Rotors, propellers, wheels, treads, and legs all have a way of quickly draining the precious energy reserves stored onboard a robotic system. For robots with long-distance missions — like those used for exploration, mapping, or search and rescue operations — that is a big problem. Once the juice is gone, it is lights out. For this reason, innovations in energy efficiency are urgently needed. Without technological advancements, autonomous systems that could otherwise reshape the world around us for the better will remain impractical for many real-world applications.

Researchers at Caltech have taken a meaningful step toward solving this challenge with a new underwater robotic system that “surfs” on naturally occurring fluid flows to propel itself forward with minimal energy expenditure. This novel method of propulsion could extend the operational range and longevity of autonomous underwater and aerial vehicles, bringing about new possibilities for exploration in challenging environments.

The palm-sized robot, known as CARL (Caltech Autonomous Reinforcement Learning robot), demonstrates how intelligent navigation can dramatically reduce the energy demands of autonomous systems. In particular, CARL exploits vortex rings — circular currents of water — to “ride” background flows rather than fight against them.

The team tested CARL in a 13,000-liter water tank equipped with a wall-mounted thruster to generate vortex rings. The robot was fitted with an onboard inertial measurement unit and ten motors that allowed it to move freely in all directions. However, instead of continuously propelling itself forward, CARL was programmed with a simple but highly effective algorithm that runs on a Teensy 4.1 development board: when it sensed a sudden acceleration in a specific direction — caused by the movement of the vortex — it would execute a short burst maneuver to enter the flow. Once inside, it could coast across the tank with minimal additional effort.

By taking advantage of these naturally occurring fluid structures, CARL was able to traverse the tank using only one-fifth of the energy that a conventionally programmed robot would require. This significant reduction in power consumption shows how autonomous systems can leverage environmental forces rather than work against them, potentially extending their operational capabilities by a large margin.

Today, autonomous underwater vehicles (AUVs) play a crucial role in ocean exploration, ecological monitoring, and underwater mapping. By harnessing currents in the ocean, future AUVs could extend their range and operate for longer durations without requiring frequent recharging or refueling. Similarly, aerial drones navigating complex wind patterns in urban environments could use gusts of wind to their advantage rather than continuously battling against them, conserving energy for mission-critical tasks.

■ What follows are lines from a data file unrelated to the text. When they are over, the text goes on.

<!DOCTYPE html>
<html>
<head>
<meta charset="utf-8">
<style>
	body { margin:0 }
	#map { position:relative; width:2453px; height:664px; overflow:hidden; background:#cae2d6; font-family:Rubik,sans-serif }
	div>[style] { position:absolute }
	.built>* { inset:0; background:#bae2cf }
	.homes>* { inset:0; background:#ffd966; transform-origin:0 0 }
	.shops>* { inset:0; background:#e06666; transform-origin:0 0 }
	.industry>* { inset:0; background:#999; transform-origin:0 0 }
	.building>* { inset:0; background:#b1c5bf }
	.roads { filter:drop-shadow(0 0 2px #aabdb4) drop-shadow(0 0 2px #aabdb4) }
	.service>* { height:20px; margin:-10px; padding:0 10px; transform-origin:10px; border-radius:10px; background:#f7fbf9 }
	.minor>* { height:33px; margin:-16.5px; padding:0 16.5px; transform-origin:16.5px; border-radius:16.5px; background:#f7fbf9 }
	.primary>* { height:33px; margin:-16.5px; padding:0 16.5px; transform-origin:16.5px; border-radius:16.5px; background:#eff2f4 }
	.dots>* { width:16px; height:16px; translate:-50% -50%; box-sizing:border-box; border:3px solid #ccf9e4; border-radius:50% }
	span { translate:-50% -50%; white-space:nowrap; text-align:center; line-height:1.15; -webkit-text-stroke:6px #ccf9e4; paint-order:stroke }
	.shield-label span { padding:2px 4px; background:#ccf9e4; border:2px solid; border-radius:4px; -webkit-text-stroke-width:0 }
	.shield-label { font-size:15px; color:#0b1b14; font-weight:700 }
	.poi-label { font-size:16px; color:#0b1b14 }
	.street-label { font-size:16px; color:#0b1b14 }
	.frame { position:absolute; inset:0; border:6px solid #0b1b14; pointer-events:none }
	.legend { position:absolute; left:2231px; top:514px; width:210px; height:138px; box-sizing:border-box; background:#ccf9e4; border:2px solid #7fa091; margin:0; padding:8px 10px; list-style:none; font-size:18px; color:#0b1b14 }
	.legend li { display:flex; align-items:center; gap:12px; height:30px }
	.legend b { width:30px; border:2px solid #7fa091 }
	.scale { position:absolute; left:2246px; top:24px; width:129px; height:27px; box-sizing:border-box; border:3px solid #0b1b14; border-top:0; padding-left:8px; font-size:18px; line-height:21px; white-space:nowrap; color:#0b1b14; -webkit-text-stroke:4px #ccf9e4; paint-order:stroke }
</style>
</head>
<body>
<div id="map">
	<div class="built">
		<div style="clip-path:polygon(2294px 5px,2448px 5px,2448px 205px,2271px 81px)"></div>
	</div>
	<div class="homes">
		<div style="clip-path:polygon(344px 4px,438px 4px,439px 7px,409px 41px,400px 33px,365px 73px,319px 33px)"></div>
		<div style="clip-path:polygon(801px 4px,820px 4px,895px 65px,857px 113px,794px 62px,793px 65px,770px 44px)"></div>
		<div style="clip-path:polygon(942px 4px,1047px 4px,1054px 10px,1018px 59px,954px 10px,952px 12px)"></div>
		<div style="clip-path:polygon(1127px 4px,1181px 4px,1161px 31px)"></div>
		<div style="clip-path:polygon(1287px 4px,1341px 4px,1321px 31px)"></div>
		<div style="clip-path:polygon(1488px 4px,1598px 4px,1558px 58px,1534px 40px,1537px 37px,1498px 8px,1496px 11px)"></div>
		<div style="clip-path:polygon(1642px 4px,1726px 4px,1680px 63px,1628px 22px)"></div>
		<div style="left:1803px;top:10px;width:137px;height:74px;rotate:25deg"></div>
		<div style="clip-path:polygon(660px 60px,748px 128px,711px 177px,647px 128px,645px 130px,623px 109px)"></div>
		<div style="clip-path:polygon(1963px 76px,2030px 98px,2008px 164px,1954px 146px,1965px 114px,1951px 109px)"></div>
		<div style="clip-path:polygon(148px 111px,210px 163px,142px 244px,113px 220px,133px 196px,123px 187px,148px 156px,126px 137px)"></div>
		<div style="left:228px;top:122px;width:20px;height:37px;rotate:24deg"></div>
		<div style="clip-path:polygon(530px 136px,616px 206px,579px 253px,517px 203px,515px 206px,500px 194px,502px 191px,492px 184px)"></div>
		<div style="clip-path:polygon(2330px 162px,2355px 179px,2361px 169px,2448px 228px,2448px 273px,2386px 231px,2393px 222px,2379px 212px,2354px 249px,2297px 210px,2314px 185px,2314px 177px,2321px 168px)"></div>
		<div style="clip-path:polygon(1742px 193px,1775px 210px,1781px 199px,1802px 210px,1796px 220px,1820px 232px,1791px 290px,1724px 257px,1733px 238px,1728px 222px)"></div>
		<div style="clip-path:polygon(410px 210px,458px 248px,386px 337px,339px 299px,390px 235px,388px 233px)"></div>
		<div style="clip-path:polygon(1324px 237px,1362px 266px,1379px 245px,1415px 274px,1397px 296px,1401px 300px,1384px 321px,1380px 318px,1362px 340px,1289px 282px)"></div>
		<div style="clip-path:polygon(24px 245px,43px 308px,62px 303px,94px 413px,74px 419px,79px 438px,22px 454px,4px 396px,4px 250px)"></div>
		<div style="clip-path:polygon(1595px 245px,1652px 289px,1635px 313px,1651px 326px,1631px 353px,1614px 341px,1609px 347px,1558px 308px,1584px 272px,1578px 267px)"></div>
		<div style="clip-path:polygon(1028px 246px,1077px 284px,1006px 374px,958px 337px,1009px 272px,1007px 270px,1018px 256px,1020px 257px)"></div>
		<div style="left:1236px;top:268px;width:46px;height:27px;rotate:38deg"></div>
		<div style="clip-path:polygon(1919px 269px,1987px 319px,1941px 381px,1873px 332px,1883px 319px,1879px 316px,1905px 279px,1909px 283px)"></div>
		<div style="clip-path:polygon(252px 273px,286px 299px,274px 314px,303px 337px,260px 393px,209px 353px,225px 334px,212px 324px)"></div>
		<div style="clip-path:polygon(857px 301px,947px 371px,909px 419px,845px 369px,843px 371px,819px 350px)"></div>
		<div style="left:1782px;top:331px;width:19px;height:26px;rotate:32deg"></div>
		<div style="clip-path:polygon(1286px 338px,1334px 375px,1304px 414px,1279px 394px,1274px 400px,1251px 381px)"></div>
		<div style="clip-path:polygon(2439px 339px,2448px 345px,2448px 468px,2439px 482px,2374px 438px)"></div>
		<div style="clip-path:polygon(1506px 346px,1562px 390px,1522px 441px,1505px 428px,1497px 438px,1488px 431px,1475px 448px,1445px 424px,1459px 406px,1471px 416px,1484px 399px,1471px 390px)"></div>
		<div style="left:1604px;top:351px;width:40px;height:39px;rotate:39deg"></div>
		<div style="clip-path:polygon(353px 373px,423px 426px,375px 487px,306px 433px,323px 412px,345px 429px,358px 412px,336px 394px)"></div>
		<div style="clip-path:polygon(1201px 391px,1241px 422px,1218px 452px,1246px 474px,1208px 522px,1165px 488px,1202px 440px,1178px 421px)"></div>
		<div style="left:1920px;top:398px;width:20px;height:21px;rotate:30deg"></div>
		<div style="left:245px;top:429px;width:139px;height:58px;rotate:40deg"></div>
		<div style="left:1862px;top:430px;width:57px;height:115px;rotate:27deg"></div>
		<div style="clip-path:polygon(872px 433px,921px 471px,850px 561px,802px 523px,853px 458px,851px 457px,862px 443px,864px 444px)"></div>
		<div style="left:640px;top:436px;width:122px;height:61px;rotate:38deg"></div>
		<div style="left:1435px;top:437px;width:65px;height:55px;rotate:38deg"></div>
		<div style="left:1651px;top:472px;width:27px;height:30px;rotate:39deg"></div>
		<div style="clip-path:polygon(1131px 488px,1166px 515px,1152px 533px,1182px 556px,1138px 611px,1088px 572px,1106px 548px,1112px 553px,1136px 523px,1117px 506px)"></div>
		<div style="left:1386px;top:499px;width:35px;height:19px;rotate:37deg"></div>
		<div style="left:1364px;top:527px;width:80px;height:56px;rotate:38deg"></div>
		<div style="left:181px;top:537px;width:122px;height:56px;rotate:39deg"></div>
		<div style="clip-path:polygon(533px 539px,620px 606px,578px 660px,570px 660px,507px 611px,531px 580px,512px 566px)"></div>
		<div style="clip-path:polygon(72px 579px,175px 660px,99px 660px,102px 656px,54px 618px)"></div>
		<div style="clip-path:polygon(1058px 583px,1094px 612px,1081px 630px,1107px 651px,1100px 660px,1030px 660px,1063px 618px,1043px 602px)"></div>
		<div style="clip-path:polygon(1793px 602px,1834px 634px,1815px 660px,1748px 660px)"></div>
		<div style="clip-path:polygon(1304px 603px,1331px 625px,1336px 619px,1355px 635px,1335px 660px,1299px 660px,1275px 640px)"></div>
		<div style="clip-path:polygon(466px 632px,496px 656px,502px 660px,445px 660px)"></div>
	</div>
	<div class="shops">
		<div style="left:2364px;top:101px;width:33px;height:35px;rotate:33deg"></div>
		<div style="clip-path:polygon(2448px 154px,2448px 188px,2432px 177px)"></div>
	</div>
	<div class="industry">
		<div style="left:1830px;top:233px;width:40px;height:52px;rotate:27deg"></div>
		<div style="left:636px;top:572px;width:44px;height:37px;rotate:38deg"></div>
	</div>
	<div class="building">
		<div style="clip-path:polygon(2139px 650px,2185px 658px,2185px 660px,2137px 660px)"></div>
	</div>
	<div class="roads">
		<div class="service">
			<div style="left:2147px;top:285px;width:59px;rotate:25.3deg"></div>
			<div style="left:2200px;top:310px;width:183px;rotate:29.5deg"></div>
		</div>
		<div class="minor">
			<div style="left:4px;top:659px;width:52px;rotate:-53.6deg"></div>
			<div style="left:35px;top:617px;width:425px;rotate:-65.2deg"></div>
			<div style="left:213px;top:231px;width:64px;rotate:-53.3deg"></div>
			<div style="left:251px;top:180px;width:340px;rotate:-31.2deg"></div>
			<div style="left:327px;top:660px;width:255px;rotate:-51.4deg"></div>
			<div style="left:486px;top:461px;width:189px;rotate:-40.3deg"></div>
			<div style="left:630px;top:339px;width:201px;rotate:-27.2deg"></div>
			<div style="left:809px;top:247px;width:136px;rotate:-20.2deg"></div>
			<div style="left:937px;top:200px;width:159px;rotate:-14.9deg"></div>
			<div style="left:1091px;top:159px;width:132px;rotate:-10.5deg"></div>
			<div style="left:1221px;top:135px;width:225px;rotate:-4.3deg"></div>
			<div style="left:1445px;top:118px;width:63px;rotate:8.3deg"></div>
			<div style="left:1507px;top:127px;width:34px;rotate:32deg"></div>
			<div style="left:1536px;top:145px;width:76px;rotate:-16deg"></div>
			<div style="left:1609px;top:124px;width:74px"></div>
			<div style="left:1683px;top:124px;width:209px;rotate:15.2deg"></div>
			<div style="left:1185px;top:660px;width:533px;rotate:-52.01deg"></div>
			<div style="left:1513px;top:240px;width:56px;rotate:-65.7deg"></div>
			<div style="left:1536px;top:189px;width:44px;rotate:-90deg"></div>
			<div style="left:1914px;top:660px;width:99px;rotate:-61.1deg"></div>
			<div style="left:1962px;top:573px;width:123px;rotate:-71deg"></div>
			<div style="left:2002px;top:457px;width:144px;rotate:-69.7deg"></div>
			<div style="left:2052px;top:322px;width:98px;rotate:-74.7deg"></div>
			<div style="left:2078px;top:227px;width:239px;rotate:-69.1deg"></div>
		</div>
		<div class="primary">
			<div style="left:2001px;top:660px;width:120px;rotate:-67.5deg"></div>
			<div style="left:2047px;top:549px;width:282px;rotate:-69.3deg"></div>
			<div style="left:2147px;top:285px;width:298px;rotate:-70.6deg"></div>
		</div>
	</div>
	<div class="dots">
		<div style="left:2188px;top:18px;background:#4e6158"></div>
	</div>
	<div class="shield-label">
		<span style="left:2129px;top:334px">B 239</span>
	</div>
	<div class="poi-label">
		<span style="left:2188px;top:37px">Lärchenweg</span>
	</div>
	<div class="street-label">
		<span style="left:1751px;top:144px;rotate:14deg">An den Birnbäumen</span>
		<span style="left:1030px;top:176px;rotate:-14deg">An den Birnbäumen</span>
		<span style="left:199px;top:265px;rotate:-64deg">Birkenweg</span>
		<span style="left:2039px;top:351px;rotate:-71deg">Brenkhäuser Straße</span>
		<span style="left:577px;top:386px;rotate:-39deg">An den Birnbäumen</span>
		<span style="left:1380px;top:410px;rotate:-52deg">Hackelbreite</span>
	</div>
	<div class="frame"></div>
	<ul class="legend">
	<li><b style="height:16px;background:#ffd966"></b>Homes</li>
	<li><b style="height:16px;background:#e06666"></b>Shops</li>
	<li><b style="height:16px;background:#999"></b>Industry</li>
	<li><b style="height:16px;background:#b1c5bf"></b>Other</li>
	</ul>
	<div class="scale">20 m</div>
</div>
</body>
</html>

Nature has long demonstrated the benefits of energy-efficient movement. Fish, for example, instinctively exploit unsteady vortices to swim with minimal effort, and birds use updrafts and wind currents to glide for extended periods. CARL’s ability to mimic these strategies in a robotic system suggests that future autonomous vehicles could become far more efficient by simply listening to what nature has been telling us all along.